* [What is expected]: Identify each line below that contains the word "check", and copy it out.

Data excerpts
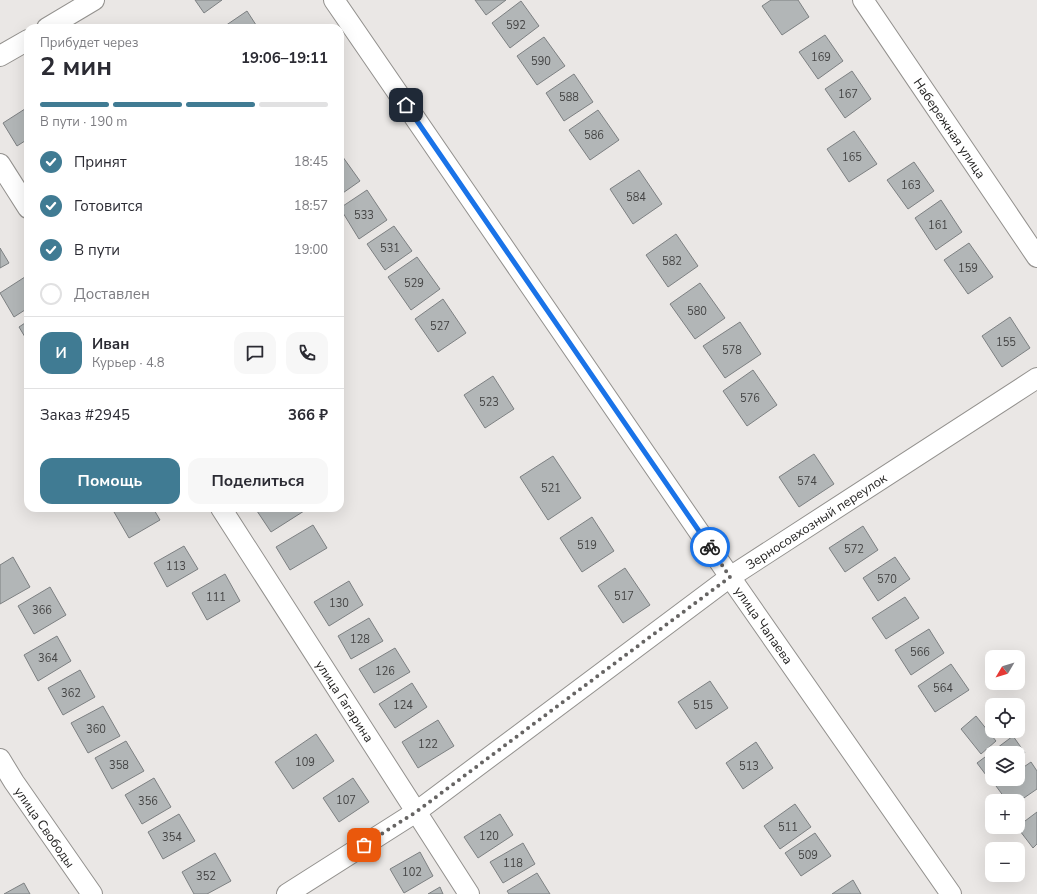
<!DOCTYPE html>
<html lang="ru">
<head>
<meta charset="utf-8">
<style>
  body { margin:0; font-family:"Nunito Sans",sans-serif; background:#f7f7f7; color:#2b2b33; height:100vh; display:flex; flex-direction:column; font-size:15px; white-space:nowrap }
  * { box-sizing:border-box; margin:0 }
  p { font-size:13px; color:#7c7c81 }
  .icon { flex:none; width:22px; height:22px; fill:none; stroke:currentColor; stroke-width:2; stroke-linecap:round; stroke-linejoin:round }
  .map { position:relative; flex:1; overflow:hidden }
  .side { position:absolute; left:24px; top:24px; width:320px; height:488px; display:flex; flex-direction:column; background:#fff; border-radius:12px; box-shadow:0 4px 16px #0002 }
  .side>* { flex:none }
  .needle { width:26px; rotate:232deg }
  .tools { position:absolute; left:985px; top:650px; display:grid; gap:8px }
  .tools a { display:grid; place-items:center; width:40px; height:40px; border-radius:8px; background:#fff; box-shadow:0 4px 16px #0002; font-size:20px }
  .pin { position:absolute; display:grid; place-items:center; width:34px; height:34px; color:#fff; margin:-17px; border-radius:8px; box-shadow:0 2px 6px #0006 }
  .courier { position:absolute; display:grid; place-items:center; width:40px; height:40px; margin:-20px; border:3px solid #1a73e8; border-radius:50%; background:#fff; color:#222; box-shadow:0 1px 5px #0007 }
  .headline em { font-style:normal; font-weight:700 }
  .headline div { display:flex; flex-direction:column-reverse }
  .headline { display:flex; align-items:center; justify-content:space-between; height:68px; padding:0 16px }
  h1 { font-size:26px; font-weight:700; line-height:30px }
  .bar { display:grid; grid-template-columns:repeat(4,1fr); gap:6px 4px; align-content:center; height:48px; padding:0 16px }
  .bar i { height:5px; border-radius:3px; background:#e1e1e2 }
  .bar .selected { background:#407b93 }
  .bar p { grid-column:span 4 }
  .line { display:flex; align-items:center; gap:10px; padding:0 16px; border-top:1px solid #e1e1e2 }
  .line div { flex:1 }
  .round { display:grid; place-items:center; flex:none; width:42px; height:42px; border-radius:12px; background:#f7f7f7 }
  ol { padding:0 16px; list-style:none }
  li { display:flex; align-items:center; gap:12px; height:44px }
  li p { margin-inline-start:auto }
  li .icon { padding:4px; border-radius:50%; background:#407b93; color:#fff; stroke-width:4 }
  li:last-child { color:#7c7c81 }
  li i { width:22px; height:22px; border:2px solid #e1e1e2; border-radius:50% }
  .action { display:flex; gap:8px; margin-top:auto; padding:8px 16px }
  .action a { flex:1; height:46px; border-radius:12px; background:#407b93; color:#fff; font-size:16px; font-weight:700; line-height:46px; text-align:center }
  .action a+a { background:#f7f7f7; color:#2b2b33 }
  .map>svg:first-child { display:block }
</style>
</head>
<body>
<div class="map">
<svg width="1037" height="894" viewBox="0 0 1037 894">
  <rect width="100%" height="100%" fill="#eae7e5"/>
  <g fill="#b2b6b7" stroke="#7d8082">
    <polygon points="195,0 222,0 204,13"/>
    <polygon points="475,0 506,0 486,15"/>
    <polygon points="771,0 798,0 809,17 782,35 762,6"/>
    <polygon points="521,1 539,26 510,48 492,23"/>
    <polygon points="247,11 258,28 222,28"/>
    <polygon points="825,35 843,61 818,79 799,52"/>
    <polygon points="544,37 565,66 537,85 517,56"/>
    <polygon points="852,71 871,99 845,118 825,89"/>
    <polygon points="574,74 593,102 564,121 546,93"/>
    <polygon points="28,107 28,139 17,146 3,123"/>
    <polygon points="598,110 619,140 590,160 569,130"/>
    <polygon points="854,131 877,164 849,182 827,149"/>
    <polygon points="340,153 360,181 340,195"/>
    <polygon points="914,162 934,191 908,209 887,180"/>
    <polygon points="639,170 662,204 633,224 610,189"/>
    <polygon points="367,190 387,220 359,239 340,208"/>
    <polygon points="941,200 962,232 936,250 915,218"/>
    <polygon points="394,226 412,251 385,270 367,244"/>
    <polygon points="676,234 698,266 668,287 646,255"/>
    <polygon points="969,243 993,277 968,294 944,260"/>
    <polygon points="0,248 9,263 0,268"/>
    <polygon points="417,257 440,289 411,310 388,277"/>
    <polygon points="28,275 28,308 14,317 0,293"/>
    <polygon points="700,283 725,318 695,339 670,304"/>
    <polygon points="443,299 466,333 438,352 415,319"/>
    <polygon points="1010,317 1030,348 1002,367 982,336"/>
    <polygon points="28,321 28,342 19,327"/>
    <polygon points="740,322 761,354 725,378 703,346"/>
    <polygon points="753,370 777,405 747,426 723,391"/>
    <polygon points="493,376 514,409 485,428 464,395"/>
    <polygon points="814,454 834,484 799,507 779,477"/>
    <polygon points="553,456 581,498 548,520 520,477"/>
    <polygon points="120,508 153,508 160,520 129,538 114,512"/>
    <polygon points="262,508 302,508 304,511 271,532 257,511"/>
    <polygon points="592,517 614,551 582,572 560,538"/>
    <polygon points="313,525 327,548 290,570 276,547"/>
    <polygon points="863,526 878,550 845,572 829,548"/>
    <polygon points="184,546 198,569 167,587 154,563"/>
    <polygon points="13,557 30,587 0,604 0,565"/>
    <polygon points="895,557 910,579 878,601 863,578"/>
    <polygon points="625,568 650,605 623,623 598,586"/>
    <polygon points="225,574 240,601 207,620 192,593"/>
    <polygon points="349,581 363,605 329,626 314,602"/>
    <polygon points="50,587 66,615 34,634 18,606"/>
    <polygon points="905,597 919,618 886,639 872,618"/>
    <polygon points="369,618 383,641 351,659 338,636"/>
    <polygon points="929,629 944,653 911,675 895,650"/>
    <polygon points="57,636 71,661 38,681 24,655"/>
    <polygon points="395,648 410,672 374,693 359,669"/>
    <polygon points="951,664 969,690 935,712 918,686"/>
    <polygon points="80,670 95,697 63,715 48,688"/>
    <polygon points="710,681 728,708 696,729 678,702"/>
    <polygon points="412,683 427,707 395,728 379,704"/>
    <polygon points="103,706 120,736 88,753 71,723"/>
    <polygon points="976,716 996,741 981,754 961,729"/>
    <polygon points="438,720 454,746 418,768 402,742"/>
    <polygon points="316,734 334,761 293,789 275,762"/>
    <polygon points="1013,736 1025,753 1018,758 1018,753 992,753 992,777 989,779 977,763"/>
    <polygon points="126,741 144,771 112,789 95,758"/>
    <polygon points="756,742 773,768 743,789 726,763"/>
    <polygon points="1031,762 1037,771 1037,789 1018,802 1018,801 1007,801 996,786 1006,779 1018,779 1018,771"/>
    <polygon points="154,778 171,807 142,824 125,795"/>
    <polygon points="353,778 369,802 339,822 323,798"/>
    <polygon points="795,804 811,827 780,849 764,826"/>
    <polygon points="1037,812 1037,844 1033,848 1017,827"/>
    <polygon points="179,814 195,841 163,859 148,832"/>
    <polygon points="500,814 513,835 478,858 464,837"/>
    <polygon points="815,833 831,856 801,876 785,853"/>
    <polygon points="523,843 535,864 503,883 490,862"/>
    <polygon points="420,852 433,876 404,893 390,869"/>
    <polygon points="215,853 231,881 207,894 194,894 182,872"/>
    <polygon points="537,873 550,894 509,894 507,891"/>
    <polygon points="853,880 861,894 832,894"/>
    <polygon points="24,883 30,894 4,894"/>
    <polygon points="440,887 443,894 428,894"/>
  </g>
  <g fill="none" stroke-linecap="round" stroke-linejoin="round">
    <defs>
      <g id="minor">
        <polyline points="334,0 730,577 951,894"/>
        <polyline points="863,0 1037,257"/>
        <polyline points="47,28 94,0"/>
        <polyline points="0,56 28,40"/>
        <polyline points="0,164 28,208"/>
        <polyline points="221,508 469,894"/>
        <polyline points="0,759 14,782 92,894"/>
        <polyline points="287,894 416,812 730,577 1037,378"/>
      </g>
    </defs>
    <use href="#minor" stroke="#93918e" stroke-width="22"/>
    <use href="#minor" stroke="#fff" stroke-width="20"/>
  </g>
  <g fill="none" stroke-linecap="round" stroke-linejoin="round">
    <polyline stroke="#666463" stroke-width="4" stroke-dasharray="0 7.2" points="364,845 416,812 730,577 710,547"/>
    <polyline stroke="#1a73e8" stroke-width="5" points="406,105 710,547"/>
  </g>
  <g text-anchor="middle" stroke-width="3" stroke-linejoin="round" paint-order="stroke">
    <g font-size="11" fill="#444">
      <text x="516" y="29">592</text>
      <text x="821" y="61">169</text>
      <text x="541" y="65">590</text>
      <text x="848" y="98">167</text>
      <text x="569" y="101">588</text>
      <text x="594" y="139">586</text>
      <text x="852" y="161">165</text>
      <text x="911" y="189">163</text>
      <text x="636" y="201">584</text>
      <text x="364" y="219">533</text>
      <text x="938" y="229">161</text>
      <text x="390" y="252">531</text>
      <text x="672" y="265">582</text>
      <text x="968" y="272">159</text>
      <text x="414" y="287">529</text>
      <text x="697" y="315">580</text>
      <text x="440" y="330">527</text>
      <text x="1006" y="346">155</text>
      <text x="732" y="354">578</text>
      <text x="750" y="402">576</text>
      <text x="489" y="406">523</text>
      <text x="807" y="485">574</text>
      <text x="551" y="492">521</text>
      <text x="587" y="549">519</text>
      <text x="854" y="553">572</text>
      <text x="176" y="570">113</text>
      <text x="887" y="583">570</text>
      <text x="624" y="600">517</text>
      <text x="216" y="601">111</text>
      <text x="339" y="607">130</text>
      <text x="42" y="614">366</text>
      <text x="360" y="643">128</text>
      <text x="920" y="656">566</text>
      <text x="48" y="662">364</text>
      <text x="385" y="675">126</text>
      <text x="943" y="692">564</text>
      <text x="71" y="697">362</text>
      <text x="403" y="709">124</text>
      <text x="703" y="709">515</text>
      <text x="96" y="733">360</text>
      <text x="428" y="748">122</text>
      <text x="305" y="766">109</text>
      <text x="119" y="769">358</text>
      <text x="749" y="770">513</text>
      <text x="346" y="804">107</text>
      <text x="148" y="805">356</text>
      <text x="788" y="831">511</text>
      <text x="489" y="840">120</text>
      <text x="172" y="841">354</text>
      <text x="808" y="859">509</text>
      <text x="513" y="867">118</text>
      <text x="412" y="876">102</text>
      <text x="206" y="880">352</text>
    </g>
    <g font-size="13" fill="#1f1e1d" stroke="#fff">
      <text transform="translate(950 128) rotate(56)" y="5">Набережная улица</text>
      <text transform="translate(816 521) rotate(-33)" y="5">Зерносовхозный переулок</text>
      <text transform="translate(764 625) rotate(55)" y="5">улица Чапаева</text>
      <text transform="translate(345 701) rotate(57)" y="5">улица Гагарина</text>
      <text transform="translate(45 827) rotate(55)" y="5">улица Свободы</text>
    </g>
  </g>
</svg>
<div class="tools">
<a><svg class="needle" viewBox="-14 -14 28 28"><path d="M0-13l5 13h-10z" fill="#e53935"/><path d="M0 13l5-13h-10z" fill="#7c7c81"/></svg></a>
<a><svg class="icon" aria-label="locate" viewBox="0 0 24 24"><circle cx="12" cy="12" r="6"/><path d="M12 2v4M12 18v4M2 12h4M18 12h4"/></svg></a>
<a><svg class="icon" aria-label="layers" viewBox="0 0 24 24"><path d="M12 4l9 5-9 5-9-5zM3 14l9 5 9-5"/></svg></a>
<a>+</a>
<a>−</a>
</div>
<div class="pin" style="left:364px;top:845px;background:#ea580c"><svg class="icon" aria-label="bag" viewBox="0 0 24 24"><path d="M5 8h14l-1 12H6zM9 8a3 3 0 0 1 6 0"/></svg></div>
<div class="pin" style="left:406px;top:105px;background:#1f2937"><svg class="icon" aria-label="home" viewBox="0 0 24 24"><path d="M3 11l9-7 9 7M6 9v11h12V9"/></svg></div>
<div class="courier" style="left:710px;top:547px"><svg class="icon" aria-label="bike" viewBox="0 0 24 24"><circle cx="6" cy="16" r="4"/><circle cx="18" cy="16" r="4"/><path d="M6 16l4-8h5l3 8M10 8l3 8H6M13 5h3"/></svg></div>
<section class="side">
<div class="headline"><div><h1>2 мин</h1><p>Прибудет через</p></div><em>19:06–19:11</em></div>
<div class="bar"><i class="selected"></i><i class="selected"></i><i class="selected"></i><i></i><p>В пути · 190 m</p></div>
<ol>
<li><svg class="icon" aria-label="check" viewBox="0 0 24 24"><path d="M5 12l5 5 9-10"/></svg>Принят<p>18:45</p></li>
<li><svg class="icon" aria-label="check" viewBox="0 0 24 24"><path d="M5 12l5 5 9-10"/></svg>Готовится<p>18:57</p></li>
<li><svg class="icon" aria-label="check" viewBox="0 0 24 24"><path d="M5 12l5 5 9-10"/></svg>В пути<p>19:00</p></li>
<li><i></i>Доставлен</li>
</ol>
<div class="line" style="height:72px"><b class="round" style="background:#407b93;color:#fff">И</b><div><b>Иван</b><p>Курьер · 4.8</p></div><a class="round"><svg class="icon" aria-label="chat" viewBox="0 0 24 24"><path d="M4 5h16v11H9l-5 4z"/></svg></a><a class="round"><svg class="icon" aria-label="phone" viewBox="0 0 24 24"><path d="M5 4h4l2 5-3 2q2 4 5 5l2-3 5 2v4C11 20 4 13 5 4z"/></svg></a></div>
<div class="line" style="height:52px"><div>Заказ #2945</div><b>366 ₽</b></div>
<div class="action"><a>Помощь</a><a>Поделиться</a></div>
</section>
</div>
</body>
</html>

* [Task result]:
<li><svg class="icon" aria-label="check" viewBox="0 0 24 24"><path d="M5 12l5 5 9-10"/></svg>Принят<p>18:45</p></li>
<li><svg class="icon" aria-label="check" viewBox="0 0 24 24"><path d="M5 12l5 5 9-10"/></svg>Готовится<p>18:57</p></li>
<li><svg class="icon" aria-label="check" viewBox="0 0 24 24"><path d="M5 12l5 5 9-10"/></svg>В пути<p>19:00</p></li>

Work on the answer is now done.